▶ _Prompt_
Somewhere below are a line with "793 811 822" and a later line with "547 128 649". Output exactly those lines and all lines between them.

══════

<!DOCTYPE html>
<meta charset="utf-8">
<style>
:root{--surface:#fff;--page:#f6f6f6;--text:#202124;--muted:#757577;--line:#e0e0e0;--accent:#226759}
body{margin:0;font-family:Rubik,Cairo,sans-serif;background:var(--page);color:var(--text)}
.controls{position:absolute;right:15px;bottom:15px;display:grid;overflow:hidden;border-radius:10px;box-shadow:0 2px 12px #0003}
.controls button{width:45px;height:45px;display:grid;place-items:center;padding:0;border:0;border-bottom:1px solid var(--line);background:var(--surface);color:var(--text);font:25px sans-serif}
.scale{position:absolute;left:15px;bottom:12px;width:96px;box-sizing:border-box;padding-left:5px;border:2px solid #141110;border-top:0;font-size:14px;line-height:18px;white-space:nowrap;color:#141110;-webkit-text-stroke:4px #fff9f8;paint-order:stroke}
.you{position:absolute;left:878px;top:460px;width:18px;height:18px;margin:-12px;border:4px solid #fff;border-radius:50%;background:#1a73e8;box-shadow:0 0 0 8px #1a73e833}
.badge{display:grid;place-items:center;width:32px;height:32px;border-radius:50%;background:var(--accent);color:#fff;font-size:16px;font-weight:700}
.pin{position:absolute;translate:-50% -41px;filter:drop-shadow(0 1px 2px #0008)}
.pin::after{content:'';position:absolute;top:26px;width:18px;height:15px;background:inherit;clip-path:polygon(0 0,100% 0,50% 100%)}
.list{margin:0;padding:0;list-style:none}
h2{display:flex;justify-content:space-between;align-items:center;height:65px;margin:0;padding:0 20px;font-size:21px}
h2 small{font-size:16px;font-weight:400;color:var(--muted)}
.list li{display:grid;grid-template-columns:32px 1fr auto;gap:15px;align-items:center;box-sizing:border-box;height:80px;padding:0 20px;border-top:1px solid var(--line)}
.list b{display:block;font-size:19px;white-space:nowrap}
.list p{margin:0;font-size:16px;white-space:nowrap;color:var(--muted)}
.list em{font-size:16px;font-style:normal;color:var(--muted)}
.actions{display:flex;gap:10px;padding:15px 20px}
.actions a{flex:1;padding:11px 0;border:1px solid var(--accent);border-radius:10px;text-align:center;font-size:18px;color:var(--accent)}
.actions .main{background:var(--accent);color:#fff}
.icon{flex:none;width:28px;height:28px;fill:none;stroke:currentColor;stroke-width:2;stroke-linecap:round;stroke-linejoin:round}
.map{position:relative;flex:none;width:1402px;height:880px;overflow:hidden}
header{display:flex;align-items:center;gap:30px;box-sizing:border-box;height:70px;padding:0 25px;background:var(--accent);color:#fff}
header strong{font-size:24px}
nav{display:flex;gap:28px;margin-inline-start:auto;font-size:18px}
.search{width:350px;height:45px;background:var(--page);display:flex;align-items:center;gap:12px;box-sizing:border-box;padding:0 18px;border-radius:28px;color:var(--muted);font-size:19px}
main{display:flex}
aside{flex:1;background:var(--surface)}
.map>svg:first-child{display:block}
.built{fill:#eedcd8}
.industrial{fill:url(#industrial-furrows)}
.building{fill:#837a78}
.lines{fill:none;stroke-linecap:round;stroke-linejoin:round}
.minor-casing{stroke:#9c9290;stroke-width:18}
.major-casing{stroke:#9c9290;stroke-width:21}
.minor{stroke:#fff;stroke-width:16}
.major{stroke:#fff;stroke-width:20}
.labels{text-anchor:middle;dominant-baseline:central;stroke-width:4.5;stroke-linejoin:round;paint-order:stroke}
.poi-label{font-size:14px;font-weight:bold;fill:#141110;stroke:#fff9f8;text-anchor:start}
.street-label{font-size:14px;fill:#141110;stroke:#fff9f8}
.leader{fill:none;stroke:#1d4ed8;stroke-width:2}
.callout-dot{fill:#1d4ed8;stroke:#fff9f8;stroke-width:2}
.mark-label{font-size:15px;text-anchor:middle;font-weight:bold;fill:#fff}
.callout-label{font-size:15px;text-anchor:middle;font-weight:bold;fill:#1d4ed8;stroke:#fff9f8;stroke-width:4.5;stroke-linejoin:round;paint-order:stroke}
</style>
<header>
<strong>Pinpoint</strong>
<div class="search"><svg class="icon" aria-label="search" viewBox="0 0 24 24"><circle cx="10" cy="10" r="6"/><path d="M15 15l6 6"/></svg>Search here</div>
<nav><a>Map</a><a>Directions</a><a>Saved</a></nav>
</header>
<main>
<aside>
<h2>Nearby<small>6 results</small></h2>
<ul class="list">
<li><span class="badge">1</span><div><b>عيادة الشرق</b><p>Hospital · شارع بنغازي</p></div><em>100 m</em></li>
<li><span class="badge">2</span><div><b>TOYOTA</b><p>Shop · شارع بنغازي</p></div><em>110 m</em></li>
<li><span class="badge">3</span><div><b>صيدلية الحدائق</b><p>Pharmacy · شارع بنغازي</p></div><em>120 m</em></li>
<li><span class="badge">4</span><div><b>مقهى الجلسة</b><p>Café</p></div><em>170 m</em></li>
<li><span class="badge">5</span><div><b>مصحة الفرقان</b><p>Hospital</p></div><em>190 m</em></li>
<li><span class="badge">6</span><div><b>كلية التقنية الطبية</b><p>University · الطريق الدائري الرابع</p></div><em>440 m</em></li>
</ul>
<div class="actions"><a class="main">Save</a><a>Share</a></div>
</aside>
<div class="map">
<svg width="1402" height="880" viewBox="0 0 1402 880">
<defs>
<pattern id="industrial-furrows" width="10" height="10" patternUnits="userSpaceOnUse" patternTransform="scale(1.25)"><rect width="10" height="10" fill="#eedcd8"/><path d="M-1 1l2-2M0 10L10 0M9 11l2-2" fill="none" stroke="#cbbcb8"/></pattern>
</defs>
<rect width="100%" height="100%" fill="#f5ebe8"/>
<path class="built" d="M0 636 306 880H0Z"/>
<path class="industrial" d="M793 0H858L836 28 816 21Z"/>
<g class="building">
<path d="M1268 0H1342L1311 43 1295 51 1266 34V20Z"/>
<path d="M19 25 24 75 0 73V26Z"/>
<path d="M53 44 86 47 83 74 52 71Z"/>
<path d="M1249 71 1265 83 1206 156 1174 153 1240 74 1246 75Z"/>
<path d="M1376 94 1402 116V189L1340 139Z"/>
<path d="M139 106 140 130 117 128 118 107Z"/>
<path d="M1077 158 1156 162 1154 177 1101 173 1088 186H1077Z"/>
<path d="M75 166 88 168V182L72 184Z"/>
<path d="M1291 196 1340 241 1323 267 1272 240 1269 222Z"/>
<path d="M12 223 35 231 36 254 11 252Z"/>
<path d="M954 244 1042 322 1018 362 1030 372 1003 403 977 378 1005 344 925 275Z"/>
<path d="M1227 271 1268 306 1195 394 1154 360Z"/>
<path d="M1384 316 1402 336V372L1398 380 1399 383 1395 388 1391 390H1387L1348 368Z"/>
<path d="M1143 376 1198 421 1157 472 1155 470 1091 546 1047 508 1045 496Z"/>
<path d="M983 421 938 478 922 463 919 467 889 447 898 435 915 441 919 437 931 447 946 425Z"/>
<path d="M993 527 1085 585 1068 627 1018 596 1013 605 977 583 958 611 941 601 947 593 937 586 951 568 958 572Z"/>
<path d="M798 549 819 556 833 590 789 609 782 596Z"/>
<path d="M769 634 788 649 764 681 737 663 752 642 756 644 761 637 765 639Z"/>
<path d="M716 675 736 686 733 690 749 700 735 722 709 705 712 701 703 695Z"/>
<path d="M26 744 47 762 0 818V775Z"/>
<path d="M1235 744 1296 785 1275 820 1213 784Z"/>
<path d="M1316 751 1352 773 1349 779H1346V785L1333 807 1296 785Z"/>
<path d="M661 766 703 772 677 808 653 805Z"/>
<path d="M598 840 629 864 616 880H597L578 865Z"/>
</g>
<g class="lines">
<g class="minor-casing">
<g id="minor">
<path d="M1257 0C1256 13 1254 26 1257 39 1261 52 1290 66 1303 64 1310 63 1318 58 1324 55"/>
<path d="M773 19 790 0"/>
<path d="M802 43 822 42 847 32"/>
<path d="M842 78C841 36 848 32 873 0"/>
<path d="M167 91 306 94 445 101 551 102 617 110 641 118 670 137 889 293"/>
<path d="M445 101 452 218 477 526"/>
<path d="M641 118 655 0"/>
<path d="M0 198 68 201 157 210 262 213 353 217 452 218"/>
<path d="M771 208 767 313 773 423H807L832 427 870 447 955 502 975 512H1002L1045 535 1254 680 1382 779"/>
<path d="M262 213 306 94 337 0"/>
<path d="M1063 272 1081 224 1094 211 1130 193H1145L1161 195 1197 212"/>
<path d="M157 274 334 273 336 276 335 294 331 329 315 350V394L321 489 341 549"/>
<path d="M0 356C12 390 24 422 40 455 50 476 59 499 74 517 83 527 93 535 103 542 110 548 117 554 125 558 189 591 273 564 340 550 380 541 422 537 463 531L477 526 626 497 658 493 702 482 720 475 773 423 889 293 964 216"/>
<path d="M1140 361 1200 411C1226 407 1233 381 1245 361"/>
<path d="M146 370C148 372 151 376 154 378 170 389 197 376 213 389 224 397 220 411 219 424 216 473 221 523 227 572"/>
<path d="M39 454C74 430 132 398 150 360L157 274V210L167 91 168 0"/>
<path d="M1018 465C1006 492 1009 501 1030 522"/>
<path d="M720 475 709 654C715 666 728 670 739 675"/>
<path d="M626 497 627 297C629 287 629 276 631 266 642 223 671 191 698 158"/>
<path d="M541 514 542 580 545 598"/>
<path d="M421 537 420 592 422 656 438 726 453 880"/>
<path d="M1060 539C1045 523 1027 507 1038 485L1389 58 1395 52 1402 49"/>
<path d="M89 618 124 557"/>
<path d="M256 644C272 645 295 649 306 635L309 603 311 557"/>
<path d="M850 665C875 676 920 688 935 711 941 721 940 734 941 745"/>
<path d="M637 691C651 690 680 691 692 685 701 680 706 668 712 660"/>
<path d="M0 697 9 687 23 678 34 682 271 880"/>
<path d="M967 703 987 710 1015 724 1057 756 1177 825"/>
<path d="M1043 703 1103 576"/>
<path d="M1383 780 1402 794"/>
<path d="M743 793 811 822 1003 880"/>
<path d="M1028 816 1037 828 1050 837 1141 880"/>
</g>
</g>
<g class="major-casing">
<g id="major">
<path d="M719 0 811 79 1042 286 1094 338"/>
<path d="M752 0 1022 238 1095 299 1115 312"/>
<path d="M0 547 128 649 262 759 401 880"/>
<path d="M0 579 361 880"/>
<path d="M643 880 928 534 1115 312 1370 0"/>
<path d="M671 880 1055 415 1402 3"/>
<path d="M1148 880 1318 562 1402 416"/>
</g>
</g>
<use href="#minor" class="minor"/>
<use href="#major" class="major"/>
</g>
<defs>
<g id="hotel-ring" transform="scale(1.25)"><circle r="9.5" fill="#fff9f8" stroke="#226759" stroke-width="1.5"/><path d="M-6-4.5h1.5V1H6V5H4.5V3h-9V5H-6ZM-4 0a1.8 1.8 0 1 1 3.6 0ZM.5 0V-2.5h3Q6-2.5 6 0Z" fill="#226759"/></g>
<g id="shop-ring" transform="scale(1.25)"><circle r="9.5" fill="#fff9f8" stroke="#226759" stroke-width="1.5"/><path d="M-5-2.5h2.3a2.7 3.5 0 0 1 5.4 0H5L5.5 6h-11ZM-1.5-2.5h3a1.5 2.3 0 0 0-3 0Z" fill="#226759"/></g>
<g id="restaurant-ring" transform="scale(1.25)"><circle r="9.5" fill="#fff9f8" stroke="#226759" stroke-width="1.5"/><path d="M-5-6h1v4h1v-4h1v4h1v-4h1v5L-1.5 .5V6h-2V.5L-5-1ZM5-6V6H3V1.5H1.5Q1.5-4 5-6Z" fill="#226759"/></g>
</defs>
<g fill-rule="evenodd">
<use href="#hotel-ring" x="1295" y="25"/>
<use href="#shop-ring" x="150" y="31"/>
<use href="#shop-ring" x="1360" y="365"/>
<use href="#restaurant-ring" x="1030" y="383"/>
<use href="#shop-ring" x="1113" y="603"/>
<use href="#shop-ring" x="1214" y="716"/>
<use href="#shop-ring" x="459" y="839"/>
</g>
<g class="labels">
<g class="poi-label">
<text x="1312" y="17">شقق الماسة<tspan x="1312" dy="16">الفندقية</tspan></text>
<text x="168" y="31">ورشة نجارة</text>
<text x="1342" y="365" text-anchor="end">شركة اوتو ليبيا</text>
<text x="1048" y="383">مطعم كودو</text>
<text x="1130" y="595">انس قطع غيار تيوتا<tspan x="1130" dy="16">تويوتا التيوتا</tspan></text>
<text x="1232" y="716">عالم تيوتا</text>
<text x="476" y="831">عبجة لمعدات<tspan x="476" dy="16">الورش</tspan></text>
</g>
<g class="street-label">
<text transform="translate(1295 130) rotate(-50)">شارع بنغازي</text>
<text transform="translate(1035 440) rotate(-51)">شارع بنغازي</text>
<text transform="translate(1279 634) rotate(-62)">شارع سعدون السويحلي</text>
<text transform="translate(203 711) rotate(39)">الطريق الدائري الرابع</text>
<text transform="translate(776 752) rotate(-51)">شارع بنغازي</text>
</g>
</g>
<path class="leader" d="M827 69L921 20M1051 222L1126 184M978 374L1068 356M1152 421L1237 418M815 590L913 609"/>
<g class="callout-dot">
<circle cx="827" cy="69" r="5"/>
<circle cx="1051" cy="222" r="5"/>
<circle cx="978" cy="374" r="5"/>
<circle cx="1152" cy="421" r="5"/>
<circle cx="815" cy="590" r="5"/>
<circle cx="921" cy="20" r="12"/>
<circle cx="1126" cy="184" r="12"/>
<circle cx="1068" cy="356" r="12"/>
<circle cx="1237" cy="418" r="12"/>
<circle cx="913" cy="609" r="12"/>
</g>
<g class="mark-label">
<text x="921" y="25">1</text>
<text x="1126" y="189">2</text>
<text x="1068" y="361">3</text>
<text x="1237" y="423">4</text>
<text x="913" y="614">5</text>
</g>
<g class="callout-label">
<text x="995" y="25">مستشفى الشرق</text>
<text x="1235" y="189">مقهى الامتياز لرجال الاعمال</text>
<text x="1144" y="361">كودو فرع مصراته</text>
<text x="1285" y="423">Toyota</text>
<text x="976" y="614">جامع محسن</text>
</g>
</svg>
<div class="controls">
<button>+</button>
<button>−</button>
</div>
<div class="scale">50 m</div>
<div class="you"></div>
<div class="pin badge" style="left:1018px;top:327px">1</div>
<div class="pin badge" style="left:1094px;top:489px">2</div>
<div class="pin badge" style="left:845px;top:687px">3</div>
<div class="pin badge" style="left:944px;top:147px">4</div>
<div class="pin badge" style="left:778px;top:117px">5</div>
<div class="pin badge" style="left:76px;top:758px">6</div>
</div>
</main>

══════

▶ _Exercise solution_
<path d="M743 793 811 822 1003 880"/>
<path d="M1028 816 1037 828 1050 837 1141 880"/>
</g>
</g>
<g class="major-casing">
<g id="major">
<path d="M719 0 811 79 1042 286 1094 338"/>
<path d="M752 0 1022 238 1095 299 1115 312"/>
<path d="M0 547 128 649 262 759 401 880"/>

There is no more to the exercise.